How Did We Get Here?
In the March 4th post, we dipped our toes into the interpretation of kephale (head), and whether the translation is ‘source’ or ‘authority’. In that post, I mentioned that I would be undertaking research into how female roles in the home and at church developed within Christianity. I still haven’t begun that research, but I feel like the research is pursuing me. While reading or listening to others discuss unrelated topics, a connection with female roles comes up. So, not ignoring the prompts, I’d like to spend a few minutes today looking at two other related words: submit and help. Each word is related to the topic of roles, and our direction has either been guided by our interpretation, or our presuppositions have steered our interpretation.
As I mentioned on March 4th, this question won’t be settled for me until I spend more time in research. Meanwhile, I’ll taking this opportunity to tease and inspire curiosity in others.
Submit
In Ephesians 5:22, the oldest original language manuscripts omit the word submit.

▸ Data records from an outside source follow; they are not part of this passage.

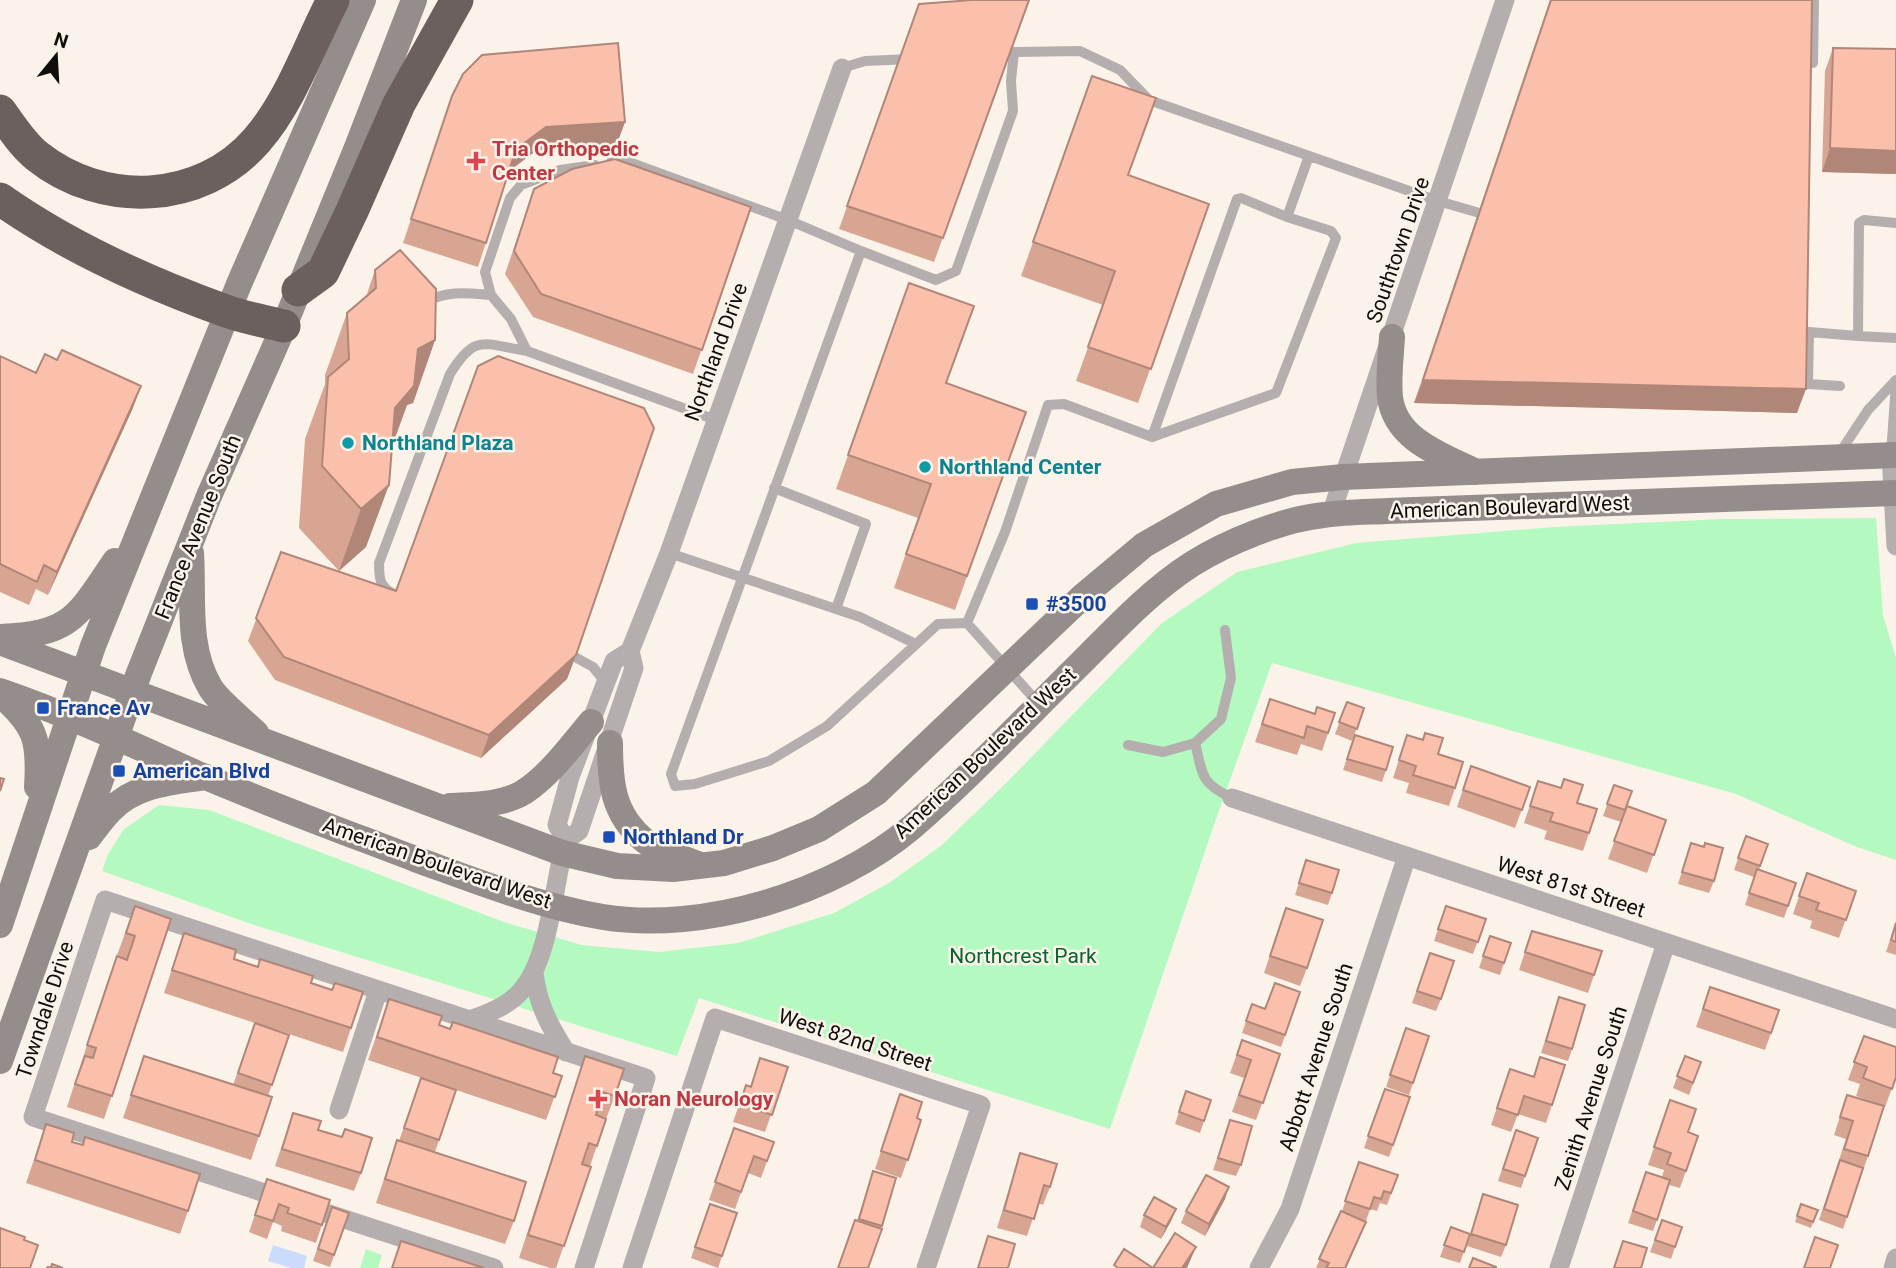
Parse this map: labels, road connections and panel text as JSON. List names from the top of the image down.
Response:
{
  "streets": {
    "main road": ["American Boulevard West", "France Avenue South"],
    "street": [
      "Southtown Drive",
      "Northland Drive",
      "West 81st Street",
      "Towndale Drive",
      "West 82nd Street",
      "Abbott Avenue South",
      "Zenith Avenue South"
    ]
  },
  "crossings": [
    ["Southtown Drive", "American Boulevard West"],
    ["Northland Drive", "American Boulevard West"],
    ["American Boulevard West", "France Avenue South"],
    ["West 81st Street", "Abbott Avenue South"],
    ["West 81st Street", "Zenith Avenue South"]
  ],
  "parks": ["Northcrest Park"],
  "places": {
    "health": ["Tria Orthopedic Center", "Noran Neurology"],
    "other": ["Northland Plaza", "Northland Center"],
    "transit": [
      "#3500",
      "France Av",
      "American Blvd",
      "Northland Dr"
    ]
  },
  "north": "top"
}
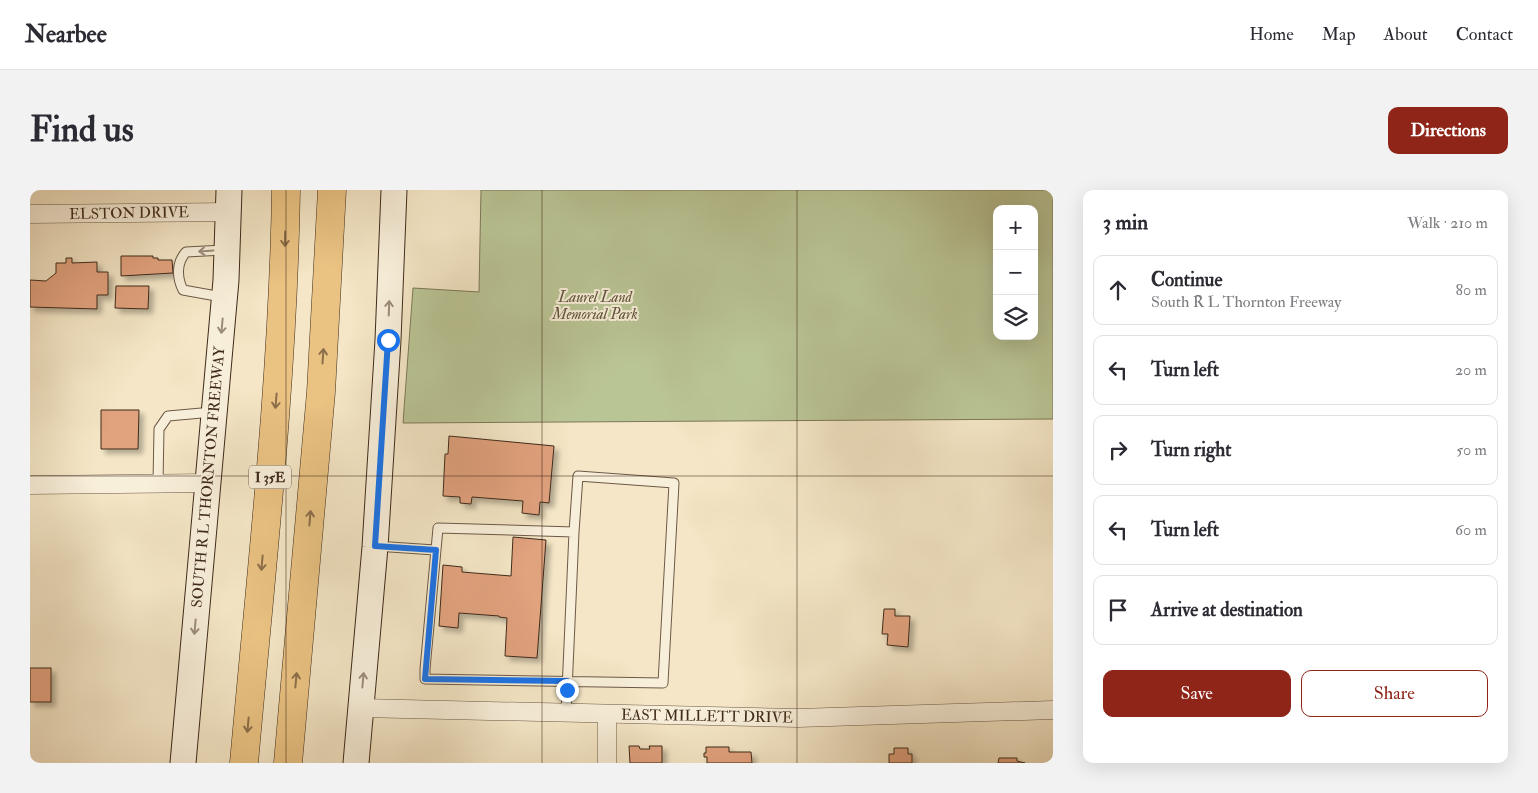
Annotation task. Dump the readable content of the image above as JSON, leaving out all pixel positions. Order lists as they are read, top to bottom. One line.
{"streets":{"highway":["I 35E"],"main road":["SOUTH R L THORNTON FREEWAY"],"street":["ELSTON DRIVE","EAST MILLETT DRIVE"]},"crossings":[["ELSTON DRIVE","SOUTH R L THORNTON FREEWAY"]],"parks":["Laurel Land Memorial Park"],"page":{"header":"Nearbee","nav":["Home","Map","About","Contact"],"buttons":["Directions",["Save","Share"]],"title":"Find us","heading":["3 min","Walk · 210 m"],"map_buttons":["+","−"],"list":[["Continue","South R L Thornton Freeway","80 m"],["Turn left","20 m"],["Turn right","50 m"],["Turn left","60 m"],"Arrive at destination"]}}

It’s implication in verse 22 is validated from verse 21, where male and female Christians are encouraged to ‘submit to one another’. Strong’s Exhaustive Concordance of the Bible provides two possible contexts for the meaning of submit. One set of meanings are listed within a “military” context. There, submit is defined as subordinate to command, and other similar words and phrases. The other set of meanings are listed as “in non-military use”. There, submit is defined as “a voluntary attitude of giving in, cooperating, completing, assuming a responsibility, and carrying a burden”.
In 1855, Dr. James Strong, a Methodist theologian, began his work, analyzing the 1611 King James Version’s translation of the oldest manuscripts available at that time. His concordance, which remains widely used, was published in 1890. For thirty-five years, Strong researched the words of the Old and New Testaments, along with other documents to gather contextual meaning of these, and other Bible words, at the time they were written. Strong’s documentation is at least 136 years old. My point is that anyone who has used Strong’s Concordance would’ve had access to the two contexts of submit.
Help
In Genesis 2:18, God noticed something about creation that wasn’t good. The man was alone, so God said He would make a helper for the man. Ancient Hebrew understanding of this word is different than contemporary English usage. We think of a helper as one who assists, or one to whom tasks can be delegated; a subordinate. In Hebrew, the word can mean assist, but more frequently it means rescue, aid, protect, or be an ally. The difference is the perceived position of the one being helped. If I am in trouble, help communicates a feeling of deliverance or rescue. So, what is the Genesis context? God is solving a problem – He’s making something good out of something that is not good, as He’s done since the first words of the Bible. That sounds like a rescue, doesn’t it? In fact, as this word for help is used throughout the Hebrew Bible, the most common use is of God as our helper. Should anyone seriously translate help, in those contexts, as an inferior, or a subordinate?
The most effective way to understand the meaning of a word in an ancient context is to see how the word is used in other texts.
How Did We Get Here?
How have we not seen this for millennia? If head can mean source, and submit can mean cooperating and carrying a burden, and help can mean rescue or deliver, how did we align our conclusions around a military or authoritarian context?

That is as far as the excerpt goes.